I’ve learned so many things as a sibling. I learned how important being patient with my brother really was. Finishing his sentences wouldn’t help because he already knew what he wanted to say; it would just take a couple more seconds longer. I began to notice how interrupting him wouldn’t make him feel good either, because when someone tries to talk and struggles due to stuttering, it comes off as rude. Something I always kept in mind was simply having empathy. Empathy for how it must feel to talk and have a hard time saying what it is, how it feels when you're already anxious and nervous with socializing, and all of the little things in between
The beauty of it all has been seeing how much my brother has changed and grown. He always made an effort to help himself, had the courage to try and block out what others would think, and didn’t let stuttering define who he was as a person.
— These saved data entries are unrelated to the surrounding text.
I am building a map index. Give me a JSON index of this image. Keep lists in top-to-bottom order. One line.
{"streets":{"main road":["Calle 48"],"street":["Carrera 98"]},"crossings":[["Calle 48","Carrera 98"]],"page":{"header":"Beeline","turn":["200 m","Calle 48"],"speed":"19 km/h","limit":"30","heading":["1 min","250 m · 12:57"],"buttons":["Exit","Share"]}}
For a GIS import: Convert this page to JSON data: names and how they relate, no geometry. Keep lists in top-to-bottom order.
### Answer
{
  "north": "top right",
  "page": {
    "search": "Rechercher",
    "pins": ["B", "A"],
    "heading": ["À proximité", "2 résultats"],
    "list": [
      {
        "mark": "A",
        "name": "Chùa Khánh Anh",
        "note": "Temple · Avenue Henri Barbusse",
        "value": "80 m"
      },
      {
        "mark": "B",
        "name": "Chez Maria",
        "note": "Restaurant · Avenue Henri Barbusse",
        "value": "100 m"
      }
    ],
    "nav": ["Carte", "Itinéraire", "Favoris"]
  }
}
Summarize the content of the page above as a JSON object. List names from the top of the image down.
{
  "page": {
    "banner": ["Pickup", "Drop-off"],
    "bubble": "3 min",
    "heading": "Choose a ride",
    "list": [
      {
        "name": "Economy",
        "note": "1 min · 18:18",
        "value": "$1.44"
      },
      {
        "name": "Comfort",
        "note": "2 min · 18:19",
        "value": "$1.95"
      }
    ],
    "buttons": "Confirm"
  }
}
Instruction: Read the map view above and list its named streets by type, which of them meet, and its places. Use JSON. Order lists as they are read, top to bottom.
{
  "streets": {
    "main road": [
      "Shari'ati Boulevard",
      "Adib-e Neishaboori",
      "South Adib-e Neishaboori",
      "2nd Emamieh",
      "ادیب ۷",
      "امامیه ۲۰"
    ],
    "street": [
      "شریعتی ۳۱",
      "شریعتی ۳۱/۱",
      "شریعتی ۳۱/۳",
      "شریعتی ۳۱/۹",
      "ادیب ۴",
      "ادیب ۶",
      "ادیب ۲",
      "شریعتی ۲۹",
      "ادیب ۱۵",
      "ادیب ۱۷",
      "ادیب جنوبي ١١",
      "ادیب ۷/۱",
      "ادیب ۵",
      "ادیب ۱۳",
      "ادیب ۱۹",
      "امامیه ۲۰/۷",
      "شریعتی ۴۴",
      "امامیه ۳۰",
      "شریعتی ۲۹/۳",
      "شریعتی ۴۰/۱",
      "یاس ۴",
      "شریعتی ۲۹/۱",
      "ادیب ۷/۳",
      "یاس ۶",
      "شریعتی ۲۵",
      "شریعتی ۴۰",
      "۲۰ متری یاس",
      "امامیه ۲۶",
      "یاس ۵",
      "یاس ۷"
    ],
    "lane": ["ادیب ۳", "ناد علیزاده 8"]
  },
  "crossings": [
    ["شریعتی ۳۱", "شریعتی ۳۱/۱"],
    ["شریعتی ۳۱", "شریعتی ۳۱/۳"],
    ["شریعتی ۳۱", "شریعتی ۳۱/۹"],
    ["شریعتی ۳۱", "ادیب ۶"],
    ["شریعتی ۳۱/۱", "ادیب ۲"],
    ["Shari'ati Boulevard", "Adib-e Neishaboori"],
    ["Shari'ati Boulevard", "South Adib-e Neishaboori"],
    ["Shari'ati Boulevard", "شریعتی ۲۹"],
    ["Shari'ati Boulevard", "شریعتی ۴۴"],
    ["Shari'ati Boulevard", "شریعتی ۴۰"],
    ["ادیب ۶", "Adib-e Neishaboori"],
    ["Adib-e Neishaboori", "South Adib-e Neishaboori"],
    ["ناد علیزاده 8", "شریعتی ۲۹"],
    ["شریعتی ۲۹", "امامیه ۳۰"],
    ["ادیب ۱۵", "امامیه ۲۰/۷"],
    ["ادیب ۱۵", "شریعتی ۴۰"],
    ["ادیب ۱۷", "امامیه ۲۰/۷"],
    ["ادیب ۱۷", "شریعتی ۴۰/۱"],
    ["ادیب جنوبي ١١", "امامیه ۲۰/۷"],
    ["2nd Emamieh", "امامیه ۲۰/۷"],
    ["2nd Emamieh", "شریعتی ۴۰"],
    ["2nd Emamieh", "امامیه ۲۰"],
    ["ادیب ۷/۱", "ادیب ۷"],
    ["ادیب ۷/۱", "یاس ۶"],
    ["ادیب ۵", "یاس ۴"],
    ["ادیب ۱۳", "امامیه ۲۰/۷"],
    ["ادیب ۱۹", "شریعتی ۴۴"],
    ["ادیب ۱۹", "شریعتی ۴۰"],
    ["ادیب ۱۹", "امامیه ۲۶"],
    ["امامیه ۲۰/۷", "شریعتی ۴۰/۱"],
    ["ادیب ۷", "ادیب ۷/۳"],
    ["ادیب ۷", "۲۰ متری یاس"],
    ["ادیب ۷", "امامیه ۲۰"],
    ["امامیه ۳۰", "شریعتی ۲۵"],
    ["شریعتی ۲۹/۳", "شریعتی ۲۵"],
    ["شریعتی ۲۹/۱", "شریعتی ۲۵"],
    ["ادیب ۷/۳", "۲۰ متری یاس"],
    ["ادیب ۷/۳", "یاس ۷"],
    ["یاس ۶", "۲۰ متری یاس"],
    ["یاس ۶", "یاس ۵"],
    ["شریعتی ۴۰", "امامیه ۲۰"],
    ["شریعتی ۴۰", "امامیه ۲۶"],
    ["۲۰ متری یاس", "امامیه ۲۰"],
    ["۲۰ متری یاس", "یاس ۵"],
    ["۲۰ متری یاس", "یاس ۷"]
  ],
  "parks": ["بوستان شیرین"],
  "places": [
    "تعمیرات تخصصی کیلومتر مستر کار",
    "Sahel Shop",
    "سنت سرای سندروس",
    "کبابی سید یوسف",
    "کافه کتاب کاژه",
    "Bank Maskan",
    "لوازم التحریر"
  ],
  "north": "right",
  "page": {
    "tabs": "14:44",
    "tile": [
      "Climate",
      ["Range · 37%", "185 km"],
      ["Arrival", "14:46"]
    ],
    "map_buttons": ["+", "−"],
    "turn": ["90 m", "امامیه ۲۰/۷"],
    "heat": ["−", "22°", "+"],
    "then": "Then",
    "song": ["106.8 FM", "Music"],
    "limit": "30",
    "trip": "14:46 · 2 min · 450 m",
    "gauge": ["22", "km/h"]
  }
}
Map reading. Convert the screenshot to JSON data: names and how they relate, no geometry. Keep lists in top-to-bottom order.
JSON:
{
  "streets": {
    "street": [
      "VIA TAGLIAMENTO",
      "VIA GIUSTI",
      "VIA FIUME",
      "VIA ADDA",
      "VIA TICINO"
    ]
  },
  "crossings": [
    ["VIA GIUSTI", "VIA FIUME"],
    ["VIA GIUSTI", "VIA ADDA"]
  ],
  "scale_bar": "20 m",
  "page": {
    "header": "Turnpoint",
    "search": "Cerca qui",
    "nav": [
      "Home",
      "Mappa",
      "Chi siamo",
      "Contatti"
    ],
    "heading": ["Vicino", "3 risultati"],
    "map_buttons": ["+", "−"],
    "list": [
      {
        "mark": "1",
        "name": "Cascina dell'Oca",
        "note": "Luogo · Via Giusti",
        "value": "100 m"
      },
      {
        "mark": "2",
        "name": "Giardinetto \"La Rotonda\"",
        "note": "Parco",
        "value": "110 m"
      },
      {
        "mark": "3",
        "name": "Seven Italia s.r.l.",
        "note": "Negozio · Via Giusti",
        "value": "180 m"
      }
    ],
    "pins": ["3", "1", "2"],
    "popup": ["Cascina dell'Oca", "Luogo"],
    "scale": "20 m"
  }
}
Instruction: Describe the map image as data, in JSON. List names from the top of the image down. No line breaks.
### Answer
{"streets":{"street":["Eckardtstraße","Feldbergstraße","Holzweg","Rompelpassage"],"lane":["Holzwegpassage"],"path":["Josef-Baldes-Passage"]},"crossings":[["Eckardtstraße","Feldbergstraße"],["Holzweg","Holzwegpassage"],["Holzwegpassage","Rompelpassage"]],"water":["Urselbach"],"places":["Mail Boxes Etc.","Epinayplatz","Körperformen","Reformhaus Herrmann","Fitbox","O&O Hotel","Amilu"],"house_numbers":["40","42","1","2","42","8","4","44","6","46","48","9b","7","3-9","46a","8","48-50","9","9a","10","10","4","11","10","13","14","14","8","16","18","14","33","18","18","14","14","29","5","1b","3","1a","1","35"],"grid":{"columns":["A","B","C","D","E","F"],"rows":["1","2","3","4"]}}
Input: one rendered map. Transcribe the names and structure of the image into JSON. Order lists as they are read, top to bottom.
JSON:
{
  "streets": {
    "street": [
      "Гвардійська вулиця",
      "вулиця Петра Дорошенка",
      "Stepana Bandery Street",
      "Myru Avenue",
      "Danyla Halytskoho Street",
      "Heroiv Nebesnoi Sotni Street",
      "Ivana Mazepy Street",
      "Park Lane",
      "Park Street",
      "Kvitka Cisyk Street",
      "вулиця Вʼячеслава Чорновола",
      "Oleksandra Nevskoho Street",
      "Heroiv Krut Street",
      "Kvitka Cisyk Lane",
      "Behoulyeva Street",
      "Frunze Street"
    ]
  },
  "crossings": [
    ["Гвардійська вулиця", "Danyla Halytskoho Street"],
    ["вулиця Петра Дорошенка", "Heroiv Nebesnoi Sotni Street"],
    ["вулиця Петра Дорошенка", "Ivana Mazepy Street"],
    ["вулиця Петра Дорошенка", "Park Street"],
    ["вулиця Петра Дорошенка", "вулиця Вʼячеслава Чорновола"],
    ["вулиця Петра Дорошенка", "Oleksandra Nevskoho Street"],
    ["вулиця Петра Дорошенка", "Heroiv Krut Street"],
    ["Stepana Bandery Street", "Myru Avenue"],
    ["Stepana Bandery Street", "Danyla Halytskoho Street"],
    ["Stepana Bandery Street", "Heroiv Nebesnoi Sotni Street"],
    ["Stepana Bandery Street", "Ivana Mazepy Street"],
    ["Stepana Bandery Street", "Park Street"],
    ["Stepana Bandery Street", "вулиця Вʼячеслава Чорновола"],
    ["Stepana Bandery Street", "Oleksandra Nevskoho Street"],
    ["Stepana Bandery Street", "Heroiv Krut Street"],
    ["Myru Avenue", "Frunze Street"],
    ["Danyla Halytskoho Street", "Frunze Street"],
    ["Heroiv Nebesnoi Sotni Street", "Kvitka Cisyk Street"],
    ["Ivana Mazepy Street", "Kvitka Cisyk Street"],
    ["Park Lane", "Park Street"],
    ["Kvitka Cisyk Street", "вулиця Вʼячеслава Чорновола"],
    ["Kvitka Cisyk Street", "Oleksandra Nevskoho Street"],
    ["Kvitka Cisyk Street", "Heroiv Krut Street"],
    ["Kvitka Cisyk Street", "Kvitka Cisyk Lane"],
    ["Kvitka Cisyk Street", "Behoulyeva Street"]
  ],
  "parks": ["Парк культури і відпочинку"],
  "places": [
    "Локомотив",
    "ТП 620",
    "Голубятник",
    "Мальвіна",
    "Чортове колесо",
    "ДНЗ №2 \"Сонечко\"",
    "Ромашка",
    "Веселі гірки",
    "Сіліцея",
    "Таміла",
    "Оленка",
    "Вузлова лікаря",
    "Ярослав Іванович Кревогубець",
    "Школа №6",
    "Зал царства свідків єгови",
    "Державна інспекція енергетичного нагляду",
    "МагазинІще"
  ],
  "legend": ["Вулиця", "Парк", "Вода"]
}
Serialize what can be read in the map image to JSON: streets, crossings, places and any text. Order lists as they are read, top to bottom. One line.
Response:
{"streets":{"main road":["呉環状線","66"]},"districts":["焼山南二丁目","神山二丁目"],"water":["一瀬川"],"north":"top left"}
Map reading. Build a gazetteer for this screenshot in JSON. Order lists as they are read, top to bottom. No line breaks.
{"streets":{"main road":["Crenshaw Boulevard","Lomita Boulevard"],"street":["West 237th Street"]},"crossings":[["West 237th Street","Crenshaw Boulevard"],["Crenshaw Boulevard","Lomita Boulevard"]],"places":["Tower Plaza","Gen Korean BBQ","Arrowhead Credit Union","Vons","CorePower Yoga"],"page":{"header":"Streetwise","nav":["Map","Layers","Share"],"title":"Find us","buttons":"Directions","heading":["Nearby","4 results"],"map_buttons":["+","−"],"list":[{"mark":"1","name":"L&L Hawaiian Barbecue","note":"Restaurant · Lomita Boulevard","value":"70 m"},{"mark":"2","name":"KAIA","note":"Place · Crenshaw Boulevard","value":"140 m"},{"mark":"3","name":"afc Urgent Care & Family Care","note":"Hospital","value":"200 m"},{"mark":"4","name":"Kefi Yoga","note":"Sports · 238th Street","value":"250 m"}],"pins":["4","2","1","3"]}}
Some of the challenges I remember were the times when kids would make fun of him for the way he spoke or ask, “Why do you talk like that?” He couldn’t control his stutter, and all he wanted was to be seen and treated like everybody else. People acted as if stuttering was his identity, when really it was just a difficult experience he would have to work through. Even to this day, he experiences people looking at him and making remarks as soon as he says something or tries to introduce himself. As you could imagine, having these experiences made him more self-conscious, and he developed more and more anxiety over time. When he was about to be spoken to, it’d already be hard for him because of how focused he was on speaking a certain way, which genuinely just made it harder instead.
The best advice I could give to siblings would be to always remain encouraging. I mentioned this earlier, but honestly, being patient and respectfully listening without interrupting or finishing their sentences when they try to speak, really is helpful. All they need is the extra support from you, their sibling, instead of feeling pressured. Remind them that having stuttering moments while talking is completely okay and that continuously persevering will always benefit them more than giving up. The last tip I could give is to be reassuring. Your sibling will have moments where they may feel embarrassed or say “I’m so mad I struggled to talk just now,” and it’s important to remind them that scenarios like these will happen, but that it's okay!! It’s okay for them not to get every single word perfect. We are human; there is no reason for them to overthink how people may perceive them. Just because they stutter, it doesn’t mean their effort doesn’t count.
Overall, I always thought stuttering would get easier for my older brother until I realized it was going to be a continuous challenge. There is nothing more important than loving yourself for who you are regardless of what obstacle you may face such as stuttering. Stuttering shouldn’t be looked at like something you can’t get rid of, but as something that shouldn’t have control over you or make you give up. It’s a frustrating, nerve-racking, and difficult experience to have, but there are ways to live successfully with it.
There’s no one stronger than someone who continues to learn and grow through what they experience. For those that don’t stutter, remember how much of an impact you can make by the support you could provide, the advice you could give, and overall being who they need you to be.